Die shot of the EMU10K2 (CA0100) chip

The Audigy cards equipped with EMU10K2 (CA0100 chip) could process up to 4 EAX environments simultaneously with its on-chip DSP and native EAX 3.0 ADVANCED HD support, and supported from stereo up to 5.1-channel output. The audio processor could mix up to 64 DirectSound3D sound channels in hardware, up from Live!'s 32 channels.

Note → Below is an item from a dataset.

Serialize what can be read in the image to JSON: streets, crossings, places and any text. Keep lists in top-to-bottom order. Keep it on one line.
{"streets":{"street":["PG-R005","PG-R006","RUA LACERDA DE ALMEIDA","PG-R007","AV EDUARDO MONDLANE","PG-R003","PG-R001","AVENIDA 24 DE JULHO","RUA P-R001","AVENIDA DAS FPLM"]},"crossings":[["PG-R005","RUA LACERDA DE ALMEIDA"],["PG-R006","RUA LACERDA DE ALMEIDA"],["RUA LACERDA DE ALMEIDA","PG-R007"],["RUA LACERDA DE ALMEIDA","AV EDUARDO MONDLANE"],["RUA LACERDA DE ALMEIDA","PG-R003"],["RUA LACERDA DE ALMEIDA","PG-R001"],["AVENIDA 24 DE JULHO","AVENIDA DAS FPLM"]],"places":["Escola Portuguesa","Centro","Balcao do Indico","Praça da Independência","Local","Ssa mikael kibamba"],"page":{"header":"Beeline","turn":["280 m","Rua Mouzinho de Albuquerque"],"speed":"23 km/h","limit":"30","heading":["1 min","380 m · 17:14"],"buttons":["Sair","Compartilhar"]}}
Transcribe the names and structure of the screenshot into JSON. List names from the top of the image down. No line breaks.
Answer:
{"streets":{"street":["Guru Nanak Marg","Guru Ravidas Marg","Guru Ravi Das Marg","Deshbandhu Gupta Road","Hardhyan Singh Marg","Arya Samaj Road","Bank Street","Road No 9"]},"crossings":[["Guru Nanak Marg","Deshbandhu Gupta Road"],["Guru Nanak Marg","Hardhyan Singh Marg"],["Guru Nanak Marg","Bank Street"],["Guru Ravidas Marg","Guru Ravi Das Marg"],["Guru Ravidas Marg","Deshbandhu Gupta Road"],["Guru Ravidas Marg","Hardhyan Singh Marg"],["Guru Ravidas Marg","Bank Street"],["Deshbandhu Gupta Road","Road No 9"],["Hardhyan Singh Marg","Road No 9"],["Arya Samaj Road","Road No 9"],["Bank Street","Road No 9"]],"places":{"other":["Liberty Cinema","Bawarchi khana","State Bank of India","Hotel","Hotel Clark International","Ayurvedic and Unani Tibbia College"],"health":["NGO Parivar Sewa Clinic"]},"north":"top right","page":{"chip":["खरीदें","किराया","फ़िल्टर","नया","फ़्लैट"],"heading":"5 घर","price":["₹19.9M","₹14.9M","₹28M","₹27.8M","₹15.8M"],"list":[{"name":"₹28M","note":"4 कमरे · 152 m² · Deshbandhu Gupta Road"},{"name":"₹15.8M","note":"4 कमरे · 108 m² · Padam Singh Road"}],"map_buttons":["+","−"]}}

Creative Labs advertised the Audigy as a 24-bit sound card, a controversial marketing claim for a product that did not support end-to-end playback of 24-bit/96 kHz audio streams. The Audigy and Live shared a similar architectural limitation: the audio transport (DMA engine) was fixed to 16-bit sample precision at 48 kHz. So despite its 24-bit/96 kHz high-resolution DACs, the Audigy's DSP could only process 16-bit/48 kHz audio sources. This fact was not immediately obvious in Creative's literature, and was difficult to ascertain even upon examination of the Audigy's spec sheets. (A resulting class-action settlement with Creative later awarded US customers a 35% discount on Creative products, up to a maximum discount of $65.)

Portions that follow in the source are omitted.